Beyond the findings, policy options for the United States include industrial policy, where the federal government incentivizes or directs investment in specific industries, developing strategic alliances with third countries to assure supply of critical materials, tax and research and development incentives to encourage domestic manufacturing and supply, and/or creating national stockpiles – much as we did with the Strategic Petroleum Reserve after the Arab oil embargo of the 1970s, Derry said.
Black has advocated a national stockpile overseen by the Defense Logistics Agency. “The mechanism already exists,” he said. “The government already has a scheduled infrastructure for procurement warehousing through DLA and there are already rules that DLA can sell only to U.S. companies.”
Black envisions a federal investment of $50 billion to begin creating a stockpile of rare earth metals. Developing the supply would take eight to 10 years—not an easy or quick solution. With this approach, the federal government would award five-year contracts to certain companies, the companies could take those contracts to banks or other lenders as the basis to borrow money, sell the metals to the federal government, which would in turn sell the metals to U.S. manufacturers. Once the contracts expired, those companies would have the infrastructure in places and would sell directly to manufacturers, possibly limited to U.S. manufacturers.
“The U.S. government may push further, restrictive conditions, such as borrowing money only from U.S. banks and selling only to U.S. manufacturers even after the stockpile contract expires, Black said.
“It certainly puts a line in the sand,” Black said. “It will certainly encourage friendly allied companies and domestic producers to step up their games. It’s a good solid start, creates a new industry, and means if you are in the semiconductor business and building in the United States you now have access to raw materials in the United States that you would otherwise have to buy from China.”
The initial government investment would be constantly turned over and replenished as the metals were sold, he said.
“You could develop a well thought out program of involving manufacturers without exposing taxpayers,” he said. “Ultimately you’re offering metals for sale not priced by the government or by the industry but by the market.”
Such a stockpile proposal could work, Derry said. “But the DLA does not have any natural advantages over any other buyer, other than potentially buying in large quantities,” he noted.
Black acknowledged that initially the U.S government would be starting its stockpile by buying from China . “The Chinese will delight in that possibility,” he said.
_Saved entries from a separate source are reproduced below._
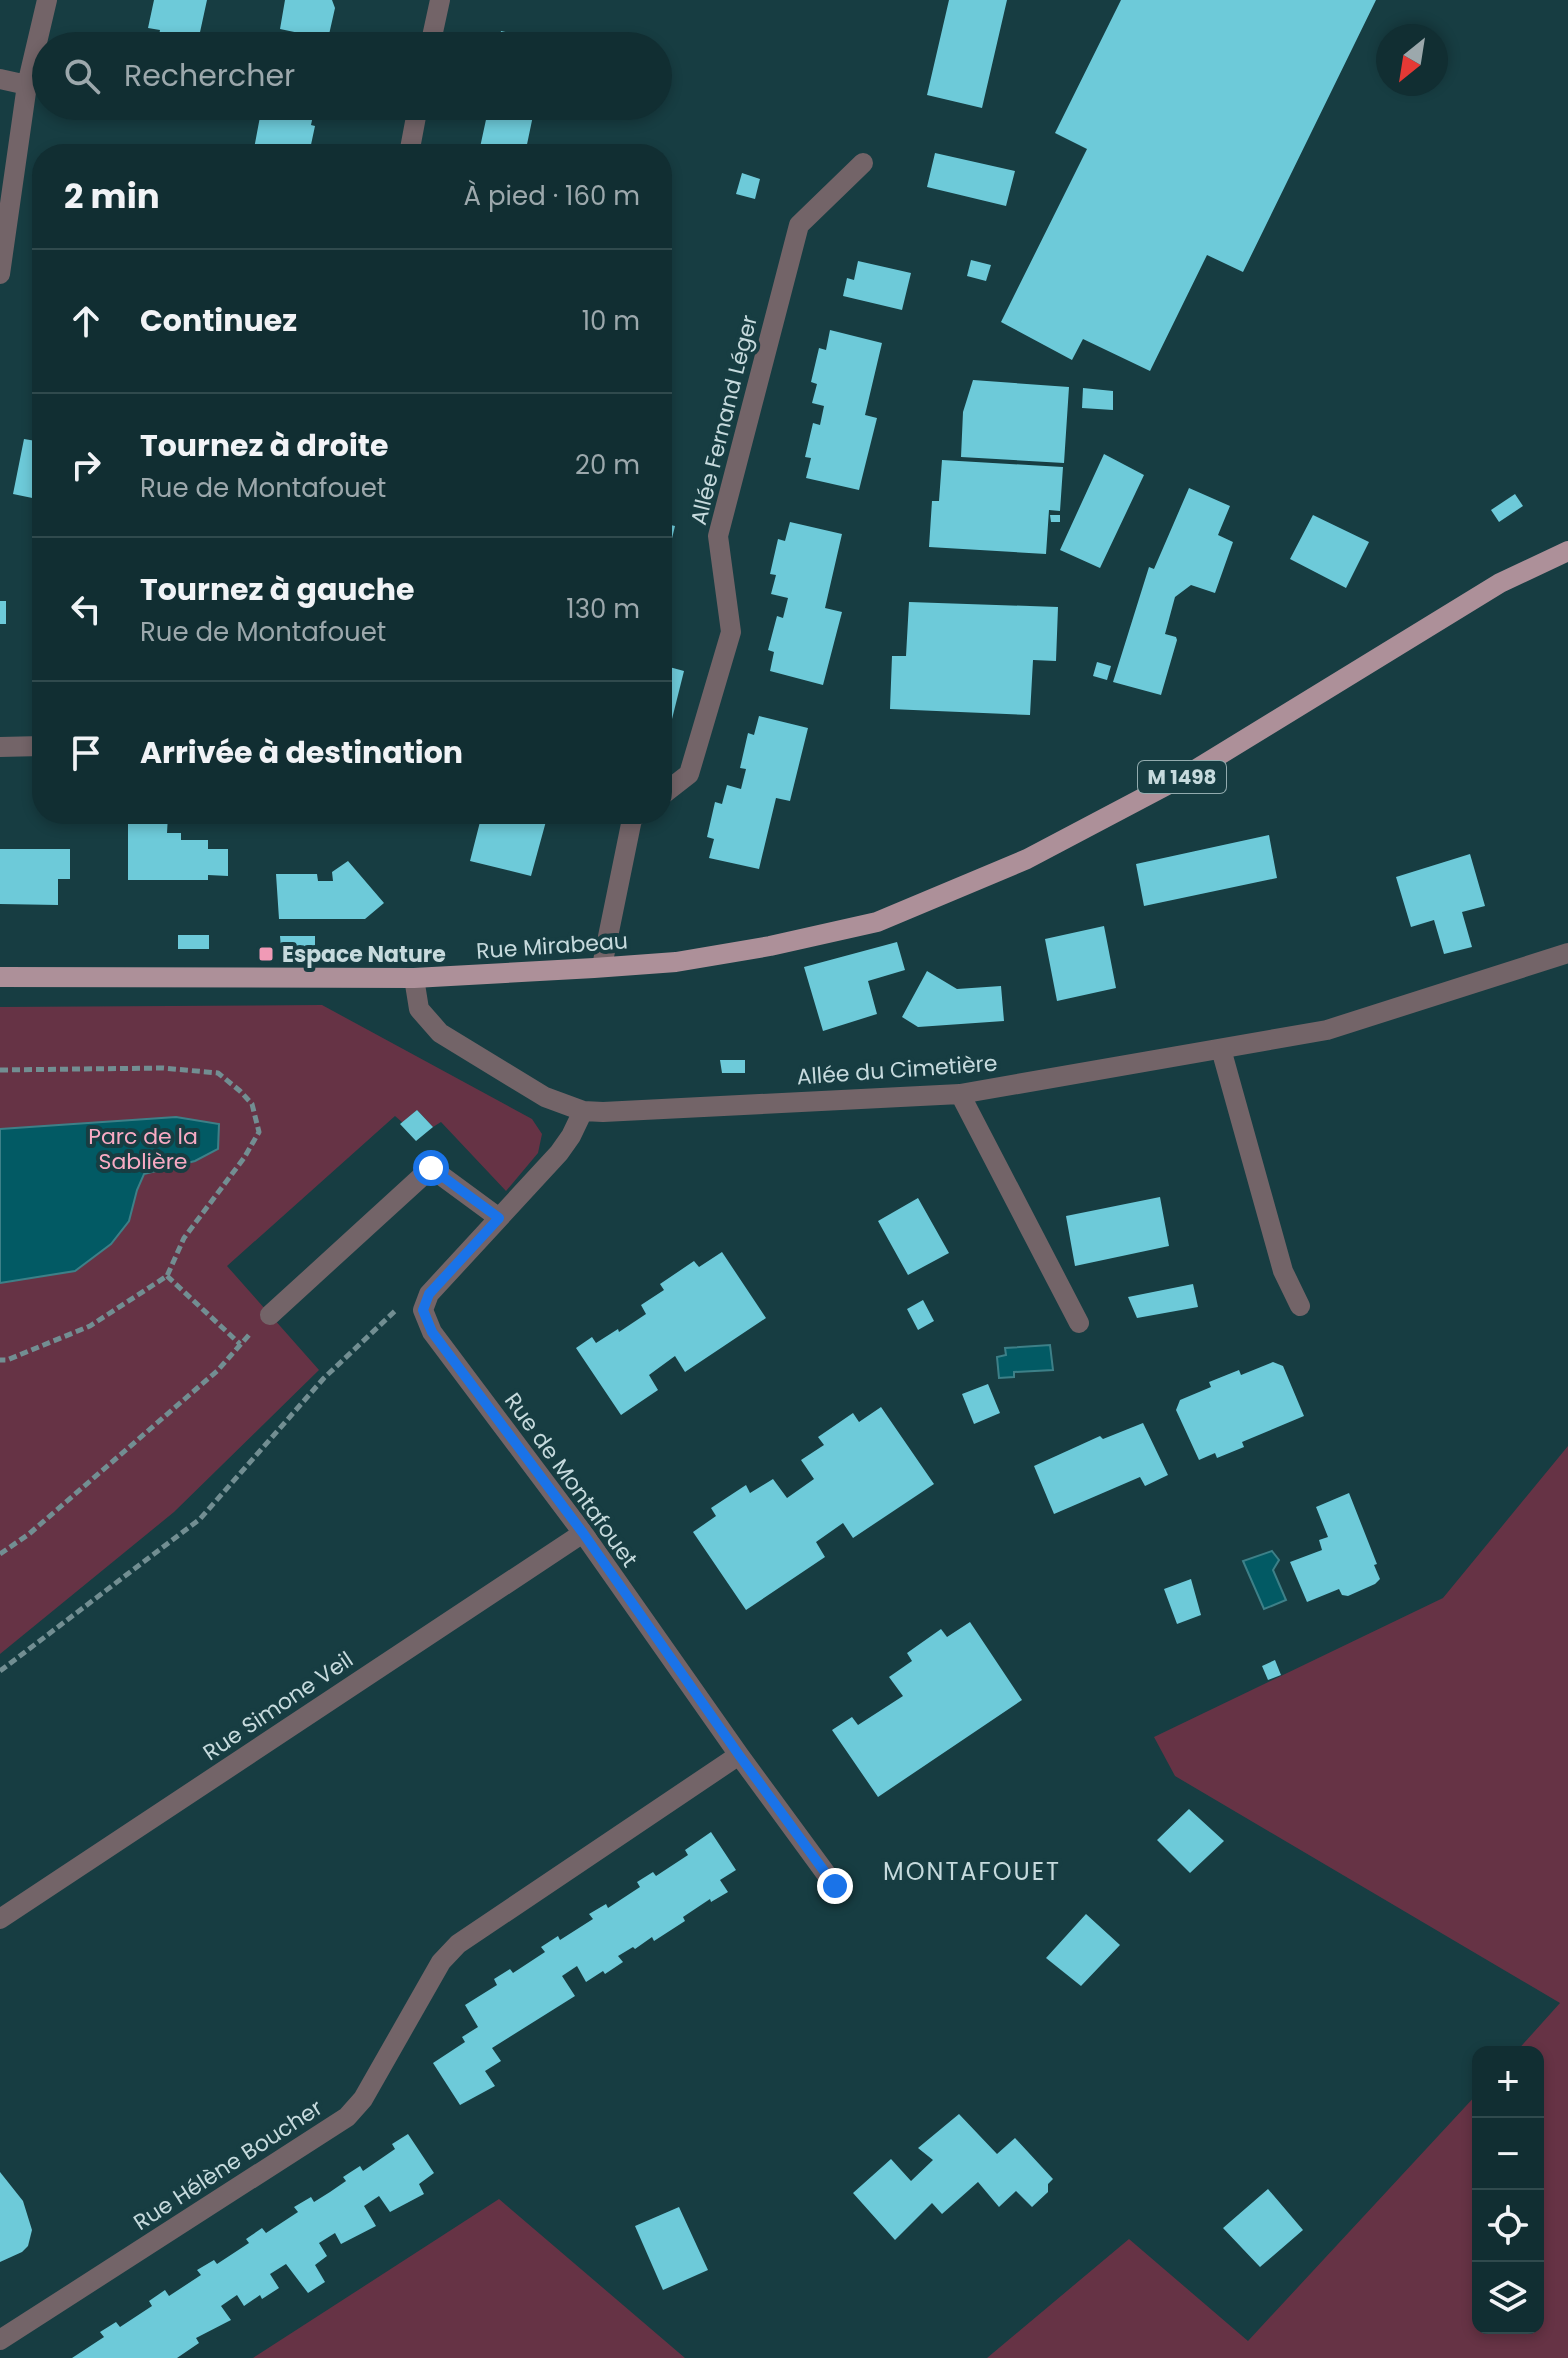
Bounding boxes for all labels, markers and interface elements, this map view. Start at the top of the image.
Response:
north arrow [1376,24,1448,96]
search box [32,32,672,120]
icon: search [60,54,104,98]
text: Rechercher [124,54,295,97]
text: 2 min [64,172,160,220]
text: À pied · 160 m [464,178,640,214]
icon: ahead [64,299,108,343]
text: Continuez [140,299,297,342]
text: 10 m [582,303,640,339]
street label: Allée Fernand Léger [683,312,765,528]
text: Tournez à droite [140,424,388,467]
icon: right [64,443,108,487]
text: 20 m [575,447,640,483]
text: Rue de Montafouet [140,470,386,506]
text: Tournez à gauche [140,568,414,611]
icon: left [64,587,108,631]
text: 130 m [566,591,640,627]
text: Rue de Montafouet [140,614,386,650]
icon: arrive [64,731,108,775]
text: Arrivée à destination [140,731,463,774]
road number: M 1498 [1138,761,1226,793]
street label: Rue Mirabeau [475,925,629,967]
place label: Espace Nature [282,939,446,970]
marker: Espace Nature [257,945,275,963]
street label: Allée du Cimetière [796,1048,998,1092]
park label: Parc de la Sablière [88,1121,198,1177]
route start [413,1150,449,1186]
street label: Rue de Montafouet [497,1387,645,1573]
street label: Rue Simone Veil [197,1644,359,1768]
district label: MONTAFOUET [883,1855,1061,1888]
route end [817,1868,853,1904]
map controls [1472,2046,1544,2334]
button: + [1472,2046,1544,2118]
street label: Rue Hélène Boucher [128,2092,328,2238]
button: − [1472,2118,1544,2190]
button: locate [1472,2190,1544,2262]
button: layers [1472,2262,1544,2334]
But as the stockpile matured and U.S. and allied interests began production, that dependence would drop. “You are giving industry the tools to develop a supply chain,” he said.
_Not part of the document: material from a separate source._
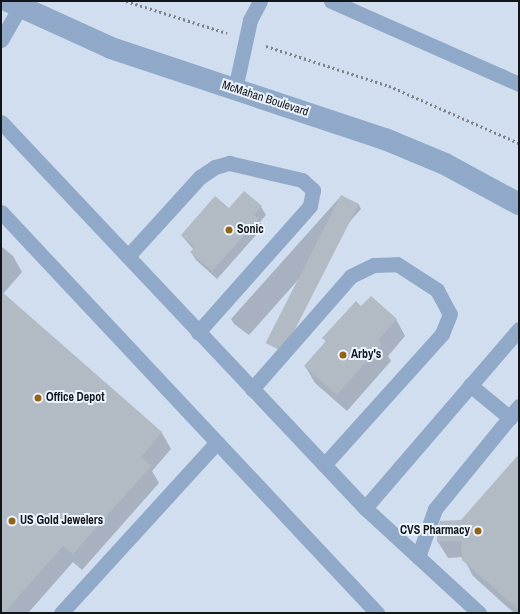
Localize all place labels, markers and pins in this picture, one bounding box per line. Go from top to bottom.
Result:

Increasingly, military competition and economic competition are converging. “Serious people are now concerned with the not-entirely-impossible scenario of China staging a military invasion of Taiwan, which is home to about 20% of global semiconductor manufacturing.” Derry said. “It would be a big blow both to the U.S. economy and the U.S. military if such a scenario developed. It’s not only about being the dominant player in a critical economic sector – economic might equals military might.”
However the issue is resolved, “This whole process needs to be transparent,” Black said. “Keep the lobbyists and backroom dealers out of it.”
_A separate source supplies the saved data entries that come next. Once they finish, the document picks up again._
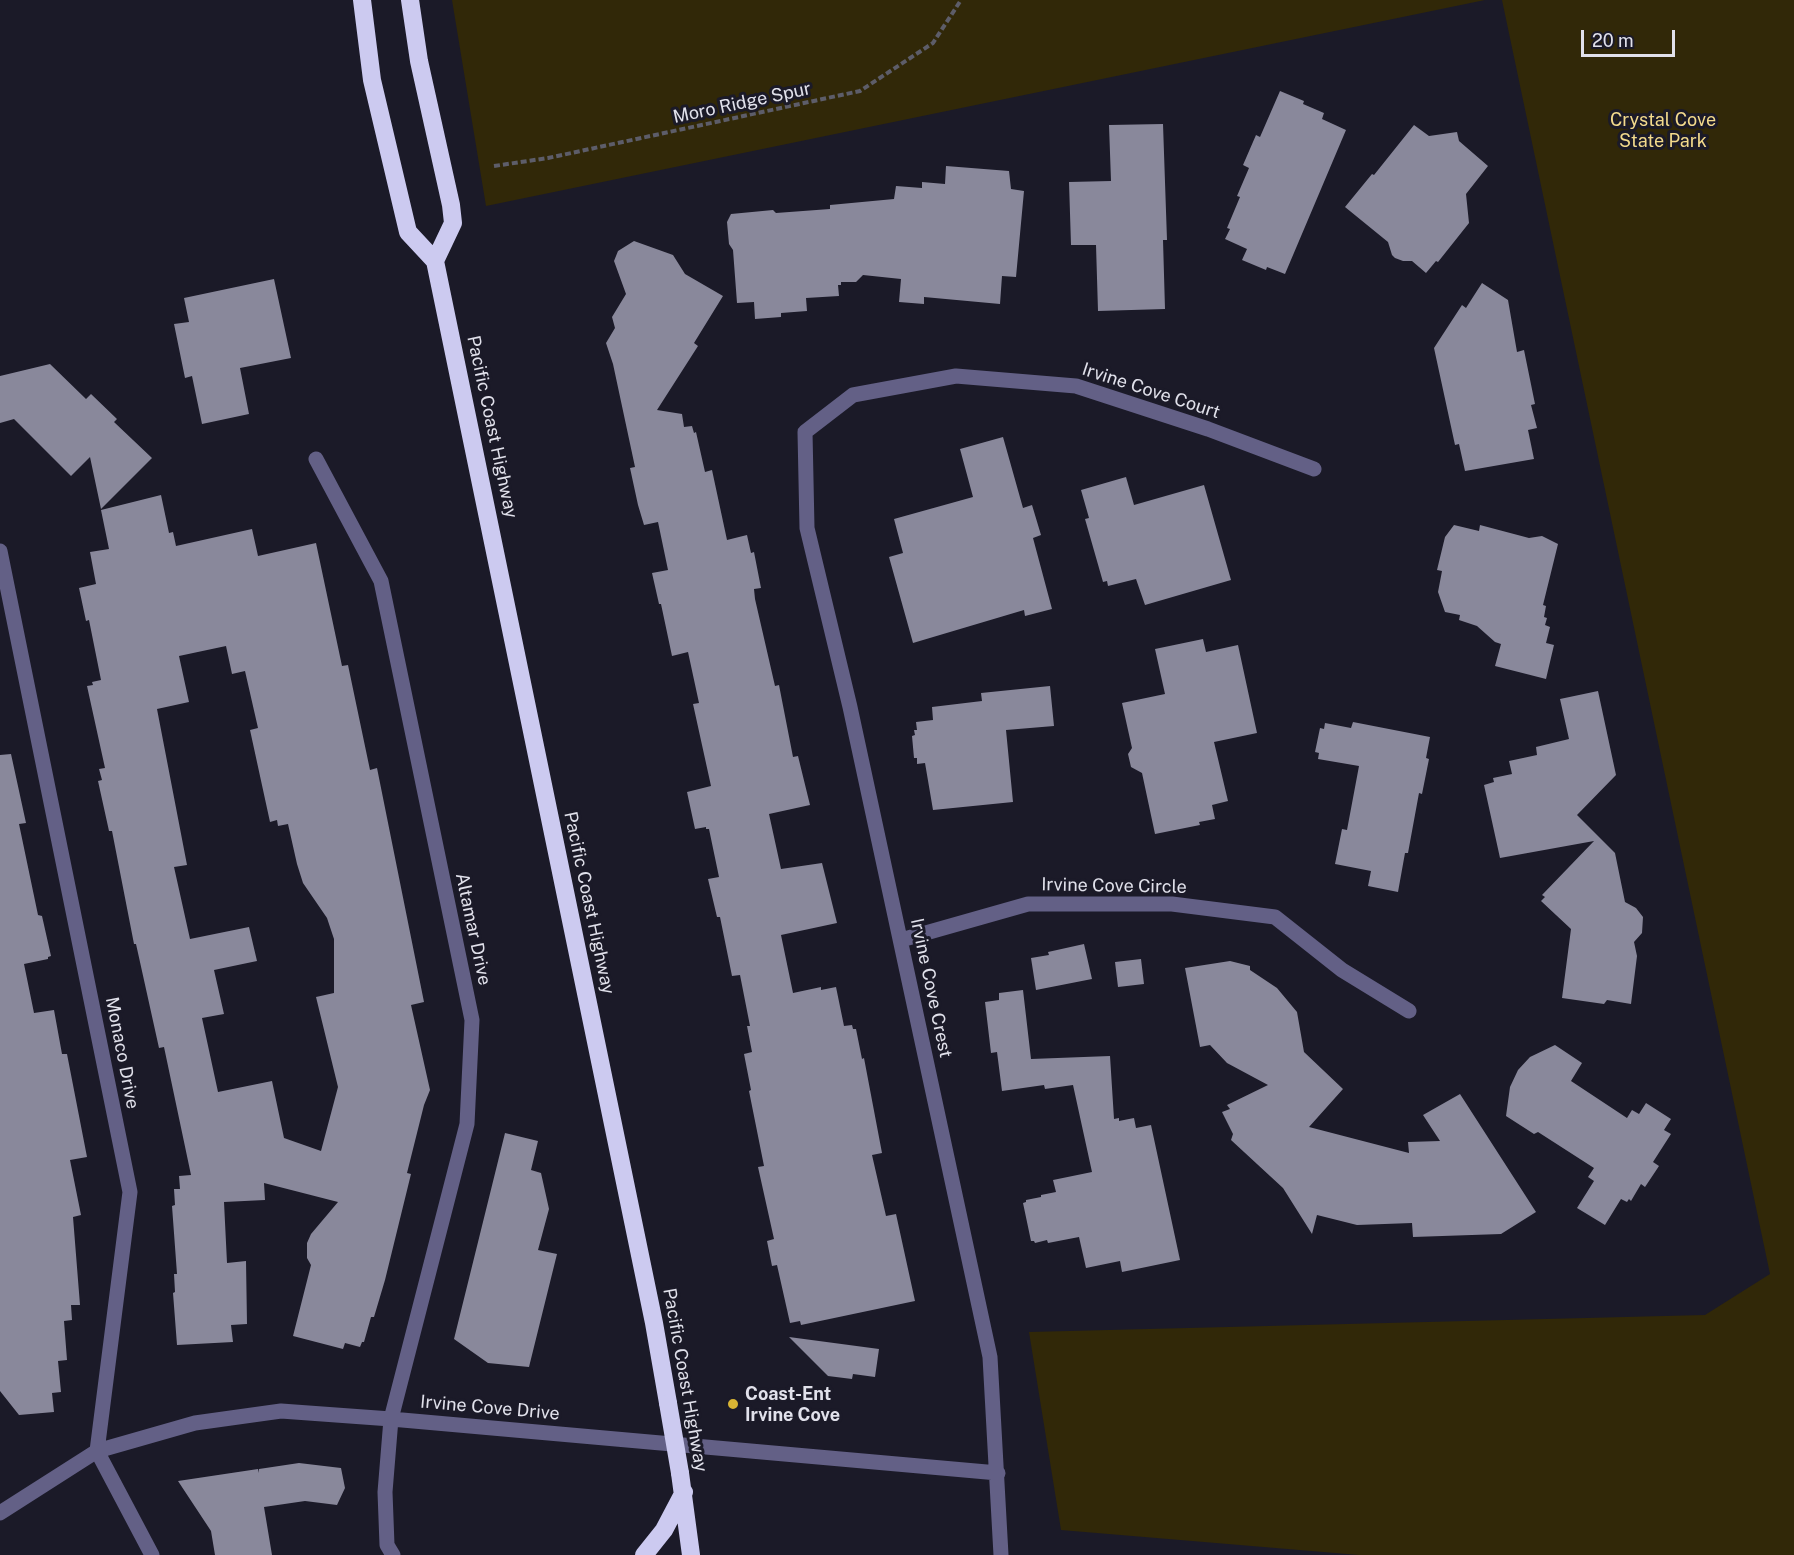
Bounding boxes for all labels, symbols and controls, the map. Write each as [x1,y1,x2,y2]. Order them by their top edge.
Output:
scale bar [1584,18,1678,56]
text: 20 m [1592,30,1634,51]
street label: Moro Ridge Spur [671,78,813,128]
park label: Crystal Cove State Park [1610,109,1716,152]
street label: Pacific Coast Highway [462,334,522,520]
street label: Irvine Cove Court [1079,359,1223,423]
street label: Pacific Coast Highway [559,810,619,996]
street label: Altamar Drive [451,871,495,987]
street label: Irvine Cove Circle [1041,874,1187,898]
street label: Irvine Cove Crest [906,916,956,1060]
street label: Monaco Drive [101,995,143,1111]
street label: Pacific Coast Highway [658,1286,712,1474]
place label: Coast-Ent Irvine Cove [745,1383,840,1426]
street label: Irvine Cove Drive [419,1391,561,1425]
marker: Coast-Ent Irvine Cove [726,1397,740,1411]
Derry called for free and fair markets as the best long-term conditions for economic health and prosperity. “The United States. needs a globally competitive tax policy for manufacturing as a starter,” he said. “More open immigration to allow talented people from all over the world to come to the U.S. where they want to work and contribute their knowledge and expertise to our economy.”
Even as some countries emerge from the pandemic, the supply chain issues are far from finished.
“What’s happened with this pandemic is that it has demonstrated clearly that if there is any out of the ordinary disruption to the supply chain, the ripple effect is extraordinary,” Black said. “We still haven’t seen all the ripples yet. I don’t think American manufacturers appreciate how difficult the next 18 months are going to be because of supply chain issues.”